# Problem requirements:
A faithful copy of the whole listing is required, with nothing left out.

========

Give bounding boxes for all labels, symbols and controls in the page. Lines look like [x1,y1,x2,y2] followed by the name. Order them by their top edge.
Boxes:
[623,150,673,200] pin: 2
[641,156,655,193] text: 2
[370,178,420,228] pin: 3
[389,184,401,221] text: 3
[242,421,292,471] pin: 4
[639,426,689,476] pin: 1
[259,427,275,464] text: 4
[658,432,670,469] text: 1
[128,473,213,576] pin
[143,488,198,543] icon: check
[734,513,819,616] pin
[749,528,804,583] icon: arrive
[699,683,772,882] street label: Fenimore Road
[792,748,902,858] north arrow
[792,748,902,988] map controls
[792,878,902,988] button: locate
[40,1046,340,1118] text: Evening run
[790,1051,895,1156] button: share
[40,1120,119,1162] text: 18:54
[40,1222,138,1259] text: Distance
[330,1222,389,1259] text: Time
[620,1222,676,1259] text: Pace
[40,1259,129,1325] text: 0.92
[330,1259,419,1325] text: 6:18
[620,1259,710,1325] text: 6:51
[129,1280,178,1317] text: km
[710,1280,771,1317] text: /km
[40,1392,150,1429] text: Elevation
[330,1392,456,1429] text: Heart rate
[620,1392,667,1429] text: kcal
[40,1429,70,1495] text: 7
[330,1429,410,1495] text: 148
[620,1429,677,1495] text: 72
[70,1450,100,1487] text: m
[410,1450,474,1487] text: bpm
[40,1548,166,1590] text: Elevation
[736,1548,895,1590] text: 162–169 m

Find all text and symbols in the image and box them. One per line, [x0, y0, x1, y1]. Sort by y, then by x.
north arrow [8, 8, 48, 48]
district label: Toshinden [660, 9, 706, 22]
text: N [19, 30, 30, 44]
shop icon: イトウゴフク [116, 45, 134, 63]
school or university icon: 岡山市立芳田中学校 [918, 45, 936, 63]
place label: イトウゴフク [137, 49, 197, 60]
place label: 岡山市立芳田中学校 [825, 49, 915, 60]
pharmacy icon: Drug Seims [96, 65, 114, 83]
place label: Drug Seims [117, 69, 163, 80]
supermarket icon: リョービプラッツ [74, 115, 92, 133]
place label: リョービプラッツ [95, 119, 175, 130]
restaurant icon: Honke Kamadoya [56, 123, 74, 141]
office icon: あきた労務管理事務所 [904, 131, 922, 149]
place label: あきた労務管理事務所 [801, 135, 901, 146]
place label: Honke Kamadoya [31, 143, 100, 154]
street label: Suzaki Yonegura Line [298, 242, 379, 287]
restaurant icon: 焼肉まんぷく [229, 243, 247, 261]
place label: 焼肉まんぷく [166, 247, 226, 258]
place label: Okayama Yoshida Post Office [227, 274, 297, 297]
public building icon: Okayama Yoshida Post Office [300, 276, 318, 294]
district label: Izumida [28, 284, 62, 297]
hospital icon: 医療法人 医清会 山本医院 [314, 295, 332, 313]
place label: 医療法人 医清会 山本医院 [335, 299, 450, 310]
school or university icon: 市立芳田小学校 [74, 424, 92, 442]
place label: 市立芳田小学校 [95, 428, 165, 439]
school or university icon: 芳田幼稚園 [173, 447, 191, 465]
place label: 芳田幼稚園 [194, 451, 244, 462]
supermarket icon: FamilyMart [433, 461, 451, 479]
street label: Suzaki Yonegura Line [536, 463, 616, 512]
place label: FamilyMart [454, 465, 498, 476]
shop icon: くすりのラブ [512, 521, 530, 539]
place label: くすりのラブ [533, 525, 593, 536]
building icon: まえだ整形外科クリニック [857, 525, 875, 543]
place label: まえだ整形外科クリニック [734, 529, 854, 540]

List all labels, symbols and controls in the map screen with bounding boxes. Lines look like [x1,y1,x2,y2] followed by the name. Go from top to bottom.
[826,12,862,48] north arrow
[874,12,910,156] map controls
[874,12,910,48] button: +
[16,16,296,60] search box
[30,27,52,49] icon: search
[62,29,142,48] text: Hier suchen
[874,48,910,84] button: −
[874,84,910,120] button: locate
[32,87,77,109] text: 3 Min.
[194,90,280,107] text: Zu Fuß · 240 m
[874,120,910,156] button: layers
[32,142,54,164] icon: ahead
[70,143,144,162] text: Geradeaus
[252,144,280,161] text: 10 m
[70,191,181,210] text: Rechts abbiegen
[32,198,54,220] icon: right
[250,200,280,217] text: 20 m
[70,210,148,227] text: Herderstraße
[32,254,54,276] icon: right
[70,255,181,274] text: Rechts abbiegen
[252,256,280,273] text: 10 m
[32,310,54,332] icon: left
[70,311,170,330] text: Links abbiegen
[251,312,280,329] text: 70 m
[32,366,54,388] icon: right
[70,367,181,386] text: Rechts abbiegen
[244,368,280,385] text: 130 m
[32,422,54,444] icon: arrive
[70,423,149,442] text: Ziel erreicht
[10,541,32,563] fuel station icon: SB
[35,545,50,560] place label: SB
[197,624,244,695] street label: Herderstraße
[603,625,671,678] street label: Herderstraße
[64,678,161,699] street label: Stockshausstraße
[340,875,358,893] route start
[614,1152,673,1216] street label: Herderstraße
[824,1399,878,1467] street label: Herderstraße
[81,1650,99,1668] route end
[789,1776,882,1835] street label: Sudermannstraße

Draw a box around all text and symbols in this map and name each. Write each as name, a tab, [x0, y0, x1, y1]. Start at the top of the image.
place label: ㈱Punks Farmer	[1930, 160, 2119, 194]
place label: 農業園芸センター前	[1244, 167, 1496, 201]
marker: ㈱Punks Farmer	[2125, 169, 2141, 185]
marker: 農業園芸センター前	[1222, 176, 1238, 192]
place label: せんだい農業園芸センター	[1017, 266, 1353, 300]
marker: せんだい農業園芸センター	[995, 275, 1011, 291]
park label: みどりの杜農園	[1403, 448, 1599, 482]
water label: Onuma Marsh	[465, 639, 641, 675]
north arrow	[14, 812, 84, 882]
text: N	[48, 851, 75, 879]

========

# Answer to this task:
Give bounding boxes for all labels, symbols and controls in the page. Lines look like [x1,y1,x2,y2] followed by the name. Order them by their top edge.
Boxes:
[623,150,673,200] pin: 2
[641,156,655,193] text: 2
[370,178,420,228] pin: 3
[389,184,401,221] text: 3
[242,421,292,471] pin: 4
[639,426,689,476] pin: 1
[259,427,275,464] text: 4
[658,432,670,469] text: 1
[128,473,213,576] pin
[143,488,198,543] icon: check
[734,513,819,616] pin
[749,528,804,583] icon: arrive
[699,683,772,882] street label: Fenimore Road
[792,748,902,858] north arrow
[792,748,902,988] map controls
[792,878,902,988] button: locate
[40,1046,340,1118] text: Evening run
[790,1051,895,1156] button: share
[40,1120,119,1162] text: 18:54
[40,1222,138,1259] text: Distance
[330,1222,389,1259] text: Time
[620,1222,676,1259] text: Pace
[40,1259,129,1325] text: 0.92
[330,1259,419,1325] text: 6:18
[620,1259,710,1325] text: 6:51
[129,1280,178,1317] text: km
[710,1280,771,1317] text: /km
[40,1392,150,1429] text: Elevation
[330,1392,456,1429] text: Heart rate
[620,1392,667,1429] text: kcal
[40,1429,70,1495] text: 7
[330,1429,410,1495] text: 148
[620,1429,677,1495] text: 72
[70,1450,100,1487] text: m
[410,1450,474,1487] text: bpm
[40,1548,166,1590] text: Elevation
[736,1548,895,1590] text: 162–169 m

Find all text and symbols in the image and box them. One per line, [x0, y0, x1, y1]. Sort by y, then by x.
north arrow [8, 8, 48, 48]
district label: Toshinden [660, 9, 706, 22]
text: N [19, 30, 30, 44]
shop icon: イトウゴフク [116, 45, 134, 63]
school or university icon: 岡山市立芳田中学校 [918, 45, 936, 63]
place label: イトウゴフク [137, 49, 197, 60]
place label: 岡山市立芳田中学校 [825, 49, 915, 60]
pharmacy icon: Drug Seims [96, 65, 114, 83]
place label: Drug Seims [117, 69, 163, 80]
supermarket icon: リョービプラッツ [74, 115, 92, 133]
place label: リョービプラッツ [95, 119, 175, 130]
restaurant icon: Honke Kamadoya [56, 123, 74, 141]
office icon: あきた労務管理事務所 [904, 131, 922, 149]
place label: あきた労務管理事務所 [801, 135, 901, 146]
place label: Honke Kamadoya [31, 143, 100, 154]
street label: Suzaki Yonegura Line [298, 242, 379, 287]
restaurant icon: 焼肉まんぷく [229, 243, 247, 261]
place label: 焼肉まんぷく [166, 247, 226, 258]
place label: Okayama Yoshida Post Office [227, 274, 297, 297]
public building icon: Okayama Yoshida Post Office [300, 276, 318, 294]
district label: Izumida [28, 284, 62, 297]
hospital icon: 医療法人 医清会 山本医院 [314, 295, 332, 313]
place label: 医療法人 医清会 山本医院 [335, 299, 450, 310]
school or university icon: 市立芳田小学校 [74, 424, 92, 442]
place label: 市立芳田小学校 [95, 428, 165, 439]
school or university icon: 芳田幼稚園 [173, 447, 191, 465]
place label: 芳田幼稚園 [194, 451, 244, 462]
supermarket icon: FamilyMart [433, 461, 451, 479]
street label: Suzaki Yonegura Line [536, 463, 616, 512]
place label: FamilyMart [454, 465, 498, 476]
shop icon: くすりのラブ [512, 521, 530, 539]
place label: くすりのラブ [533, 525, 593, 536]
building icon: まえだ整形外科クリニック [857, 525, 875, 543]
place label: まえだ整形外科クリニック [734, 529, 854, 540]

List all labels, symbols and controls in the map screen with bounding boxes. Lines look like [x1,y1,x2,y2] followed by the name. Go from top to bottom.
[826,12,862,48] north arrow
[874,12,910,156] map controls
[874,12,910,48] button: +
[16,16,296,60] search box
[30,27,52,49] icon: search
[62,29,142,48] text: Hier suchen
[874,48,910,84] button: −
[874,84,910,120] button: locate
[32,87,77,109] text: 3 Min.
[194,90,280,107] text: Zu Fuß · 240 m
[874,120,910,156] button: layers
[32,142,54,164] icon: ahead
[70,143,144,162] text: Geradeaus
[252,144,280,161] text: 10 m
[70,191,181,210] text: Rechts abbiegen
[32,198,54,220] icon: right
[250,200,280,217] text: 20 m
[70,210,148,227] text: Herderstraße
[32,254,54,276] icon: right
[70,255,181,274] text: Rechts abbiegen
[252,256,280,273] text: 10 m
[32,310,54,332] icon: left
[70,311,170,330] text: Links abbiegen
[251,312,280,329] text: 70 m
[32,366,54,388] icon: right
[70,367,181,386] text: Rechts abbiegen
[244,368,280,385] text: 130 m
[32,422,54,444] icon: arrive
[70,423,149,442] text: Ziel erreicht
[10,541,32,563] fuel station icon: SB
[35,545,50,560] place label: SB
[197,624,244,695] street label: Herderstraße
[603,625,671,678] street label: Herderstraße
[64,678,161,699] street label: Stockshausstraße
[340,875,358,893] route start
[614,1152,673,1216] street label: Herderstraße
[824,1399,878,1467] street label: Herderstraße
[81,1650,99,1668] route end
[789,1776,882,1835] street label: Sudermannstraße

Draw a box around all text and symbols in this map and name each. Write each as name, a tab, [x0, y0, x1, y1]. Start at the top of the image.
place label: ㈱Punks Farmer	[1930, 160, 2119, 194]
place label: 農業園芸センター前	[1244, 167, 1496, 201]
marker: ㈱Punks Farmer	[2125, 169, 2141, 185]
marker: 農業園芸センター前	[1222, 176, 1238, 192]
place label: せんだい農業園芸センター	[1017, 266, 1353, 300]
marker: せんだい農業園芸センター	[995, 275, 1011, 291]
park label: みどりの杜農園	[1403, 448, 1599, 482]
water label: Onuma Marsh	[465, 639, 641, 675]
north arrow	[14, 812, 84, 882]
text: N	[48, 851, 75, 879]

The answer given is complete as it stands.